Russ Allbery wrote:
Quanah Gibson-Mountquanah@zimbra.com writes:
The other major difference between MIT and Heimdal is the behavior when a ticket expires. With MIT, any existing connections will stop working. With Heimdal, existing connections will continue to work, just new connections will fail until the ticket is renewed. I strongly prefer the Heimdal behavior if using something like SASL/GSSAPI for doing replication with persistent connections.
True. The problem is that the Heimdal behavior is arguably wrong from a security standpoint. Once the ticket has expired, all products of that ticket should be treated as expired; otherwise, someone who's Kerberos principal has been revoked can continue to access services past the expiration of their ticket, which violates the Kerberos security model.

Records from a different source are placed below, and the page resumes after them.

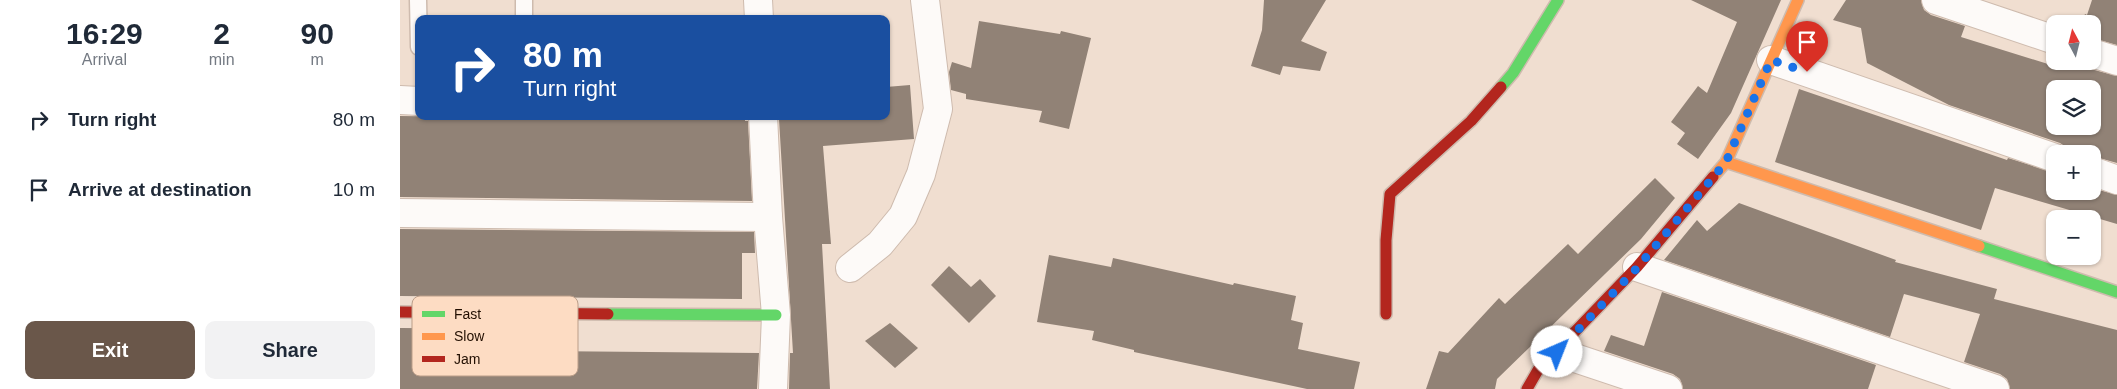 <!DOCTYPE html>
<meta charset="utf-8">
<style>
:root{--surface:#fff;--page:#f2f2f3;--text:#1f2937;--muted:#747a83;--accent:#6a574a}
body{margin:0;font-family:Arial,sans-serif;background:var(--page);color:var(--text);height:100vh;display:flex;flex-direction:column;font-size:19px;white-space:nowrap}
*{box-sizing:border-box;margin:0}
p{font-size:16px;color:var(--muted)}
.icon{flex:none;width:28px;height:28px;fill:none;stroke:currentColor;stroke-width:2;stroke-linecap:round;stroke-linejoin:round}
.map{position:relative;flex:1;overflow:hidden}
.drawer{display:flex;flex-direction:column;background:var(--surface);width:400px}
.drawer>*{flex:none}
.hud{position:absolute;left:15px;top:15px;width:475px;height:105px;border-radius:10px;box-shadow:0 1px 4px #0004;background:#1a4fa0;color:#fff;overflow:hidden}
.needle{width:32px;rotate:353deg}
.tools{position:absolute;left:1646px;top:15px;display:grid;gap:10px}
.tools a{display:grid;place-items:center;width:55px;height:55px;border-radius:10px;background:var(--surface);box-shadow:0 1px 4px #0004;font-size:25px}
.pin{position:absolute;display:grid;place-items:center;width:42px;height:42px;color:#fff;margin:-51px -21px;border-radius:50% 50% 50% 0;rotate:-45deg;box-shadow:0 0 5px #0007}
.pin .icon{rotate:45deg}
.me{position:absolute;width:55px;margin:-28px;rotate:44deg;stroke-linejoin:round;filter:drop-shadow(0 0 4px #0008)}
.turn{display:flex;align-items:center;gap:18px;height:105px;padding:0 25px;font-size:22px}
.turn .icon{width:65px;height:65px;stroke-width:2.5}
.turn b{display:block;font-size:35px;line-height:42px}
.eta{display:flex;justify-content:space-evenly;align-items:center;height:85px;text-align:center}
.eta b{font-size:30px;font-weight:700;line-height:35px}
.action{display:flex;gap:10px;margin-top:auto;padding:10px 25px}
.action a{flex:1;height:58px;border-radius:10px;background:var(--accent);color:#fff;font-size:20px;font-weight:700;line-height:58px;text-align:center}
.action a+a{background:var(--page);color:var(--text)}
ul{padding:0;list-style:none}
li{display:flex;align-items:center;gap:15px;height:70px;padding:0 25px}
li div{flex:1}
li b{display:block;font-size:19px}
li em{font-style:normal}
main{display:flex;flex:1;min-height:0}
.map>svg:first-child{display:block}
.building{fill:#918276;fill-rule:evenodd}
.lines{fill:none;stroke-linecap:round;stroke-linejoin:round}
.lane-casing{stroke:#cebbae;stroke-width:19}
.street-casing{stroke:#cebbae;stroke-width:30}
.fast-casing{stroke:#cebbae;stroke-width:14}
.slow-casing{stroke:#cebbae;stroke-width:14}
.jam-casing{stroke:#cebbae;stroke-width:14}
.lane{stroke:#fdfaf8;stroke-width:16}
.street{stroke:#fdfaf8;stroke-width:28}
.fast{stroke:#63d668;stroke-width:11}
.slow{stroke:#ff974d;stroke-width:11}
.jam{stroke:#b3261e;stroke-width:11}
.route{stroke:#1a73e8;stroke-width:9;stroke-dasharray:0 16.2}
.key{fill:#fddcc3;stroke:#bb9e89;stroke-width:1}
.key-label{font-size:14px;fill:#220f02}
</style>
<main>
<section class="drawer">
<div class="eta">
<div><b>16:29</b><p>Arrival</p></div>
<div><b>2</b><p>min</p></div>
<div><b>90</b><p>m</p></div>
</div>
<ul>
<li><svg class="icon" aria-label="right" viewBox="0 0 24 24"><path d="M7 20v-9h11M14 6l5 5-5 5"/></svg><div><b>Turn right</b></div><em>80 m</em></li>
<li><svg class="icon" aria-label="arrive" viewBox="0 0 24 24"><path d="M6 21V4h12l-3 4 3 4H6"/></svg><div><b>Arrive at destination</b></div><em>10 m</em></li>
</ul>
<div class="action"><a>Exit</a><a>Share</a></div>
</section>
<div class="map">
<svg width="1717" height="389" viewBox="0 0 1717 389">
<rect width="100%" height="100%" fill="#f0ded0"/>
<g class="building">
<polygon points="864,0 926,0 901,41 927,52 920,71 883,66 880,75 851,66 862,30"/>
<polygon points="1291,0 1381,0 1331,113 1298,159 1277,144 1285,133 1271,122 1298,86 1307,93 1337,22"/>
<path d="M 1446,0 L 1521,0 L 1524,10 L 1531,15 L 1565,26 L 1561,37 L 1664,69 L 1667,61 L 1679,61 L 1687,68 L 1717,76 L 1717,163 L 1692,156 L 1692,154 L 1670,154 L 1666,147 L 1660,143 L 1549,105 L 1467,63 L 1461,28 L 1433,20 ZM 1655,89 L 1692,89 L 1692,126 L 1655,126 Z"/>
<polygon points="1692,0 1717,0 1717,45 1692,38 1692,24 1681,24 1685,14 1687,15"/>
<polygon points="579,21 660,34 661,31 691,38 669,129 639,122 642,111 566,99 566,94 551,90 549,72 552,62 571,68"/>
<polygon points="510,85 514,139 423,146 431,244 422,244 430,389 389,389 390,353 393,353 379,119 424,116 486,116 486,87"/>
<polygon points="1399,89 1607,160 1608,158 1655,173 1655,191 1692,191 1692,188 1717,195 1717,224 1595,188 1581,230 1375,162"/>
<polygon points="0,116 316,120 316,116 345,116 345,121 348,121 352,201 0,197"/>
<polygon points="1255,178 1275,198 1241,239 1097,379 1095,389 1026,389 1039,351 1048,353 1099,298 1105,304 1168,244 1178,254"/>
<polygon points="1339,203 1496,260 1495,262 1597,289 1594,299 1717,330 1717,389 1610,389 1607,379 1600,374 1564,362 1580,314 1504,294 1490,337 1264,260 1297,220 1307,231"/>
<polygon points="0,229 354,232 355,253 342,253 342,299 0,296"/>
<polygon points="649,255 711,267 713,258 833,285 834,283 896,296 891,320 903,323 898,349 960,362 954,389 907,389 734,352 734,350 692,340 694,331 637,322"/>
<polygon points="549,266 571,287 580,279 596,296 569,323 531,285"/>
<polygon points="1262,292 1476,365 1468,389 1283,389 1280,379 1273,374 1204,351 1211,335 1244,346"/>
<polygon points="490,323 518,348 495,368 465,341"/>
<polygon points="0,328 139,329 139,351 359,353 357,389 0,389"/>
</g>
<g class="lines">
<defs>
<g id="lane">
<polyline points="18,0 19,47"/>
<polyline points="124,0 124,19"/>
</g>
<g id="street">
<polyline points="358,0 359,19"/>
<polyline points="1536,0 1655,40"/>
<polyline points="1692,53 1717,61"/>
<polyline points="1371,60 1655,158"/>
<polyline points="0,100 19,101"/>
<polyline points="363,116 368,217 376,315 373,389"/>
<polyline points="1692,171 1717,180"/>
<polyline points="0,213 368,217"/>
<polyline points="1237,267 1595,389"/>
<polyline points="450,268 480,244 503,216 521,174 538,109 525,0"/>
<polyline points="1157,352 1268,389"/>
</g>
<g id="fast">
<polyline points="1101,87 1113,73 1158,0"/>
<polyline points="1579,246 1717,292"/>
<polyline points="208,314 376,315"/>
</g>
<g id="slow">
<polyline points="1326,162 1579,246"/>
<polyline points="1313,177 1326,162 1398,0"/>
</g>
<g id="jam">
<polyline points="0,312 208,314"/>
<polyline points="986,314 986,240 990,194 1071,121 1101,87"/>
<polyline points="1127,389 1138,370 1237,267 1313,177"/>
</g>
</defs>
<use href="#lane" class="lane-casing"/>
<use href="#street" class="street-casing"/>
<use href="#fast" class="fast-casing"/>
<use href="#slow" class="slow-casing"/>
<use href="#jam" class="jam-casing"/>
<use href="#lane" class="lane"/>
<use href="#street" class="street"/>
<use href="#fast" class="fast"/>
<use href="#slow" class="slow"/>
<use href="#jam" class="jam"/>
</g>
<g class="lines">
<polyline class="route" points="1157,352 1237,268 1326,162 1371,60 1407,72"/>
</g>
<rect x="12" y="296" width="166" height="80" rx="8" class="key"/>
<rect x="22" y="311" width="23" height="6" fill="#63d668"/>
<rect x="22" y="333" width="23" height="7" fill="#ff974d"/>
<rect x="22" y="356" width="23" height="6" fill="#b3261e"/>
<g class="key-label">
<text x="54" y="319">Fast</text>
<text x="54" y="341">Slow</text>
<text x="54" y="364">Jam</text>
</g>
</svg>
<div class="tools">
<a><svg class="needle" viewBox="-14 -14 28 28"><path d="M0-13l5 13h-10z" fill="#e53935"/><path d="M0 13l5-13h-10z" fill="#747a83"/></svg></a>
<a><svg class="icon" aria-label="layers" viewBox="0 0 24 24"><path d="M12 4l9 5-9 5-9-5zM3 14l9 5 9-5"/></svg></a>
<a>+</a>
<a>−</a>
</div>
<div class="pin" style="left:1407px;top:72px;background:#d93025"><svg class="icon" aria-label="arrive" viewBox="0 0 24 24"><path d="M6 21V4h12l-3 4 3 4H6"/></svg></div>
<svg class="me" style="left:1157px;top:352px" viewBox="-20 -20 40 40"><circle r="19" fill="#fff"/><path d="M0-13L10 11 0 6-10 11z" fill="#1a73e8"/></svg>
<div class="hud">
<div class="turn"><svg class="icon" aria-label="right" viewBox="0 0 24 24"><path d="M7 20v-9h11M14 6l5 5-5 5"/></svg><div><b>80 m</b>Turn right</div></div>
</div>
</div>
</main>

Perhaps, but it adheres to the Unix security model - that is, once you have access to a resource, you can use it until you're done with it. Likewise, slapd will not terminate connections for clients that are currently bound but whose credentials have subsequently been disabled, by whatever means. And, the per-connection group ACL caching means that whatever group privileges you had at the start of your session remain yours, even if someone removes you from various groups while your connection is active.
The right thing to do would be to rekey the persistant connection with a new ticket, but I don't know if the underlying protocols support that.
It's possible to establish a new SASL security context on an existing LDAP session, just by starting a new SASL Bind.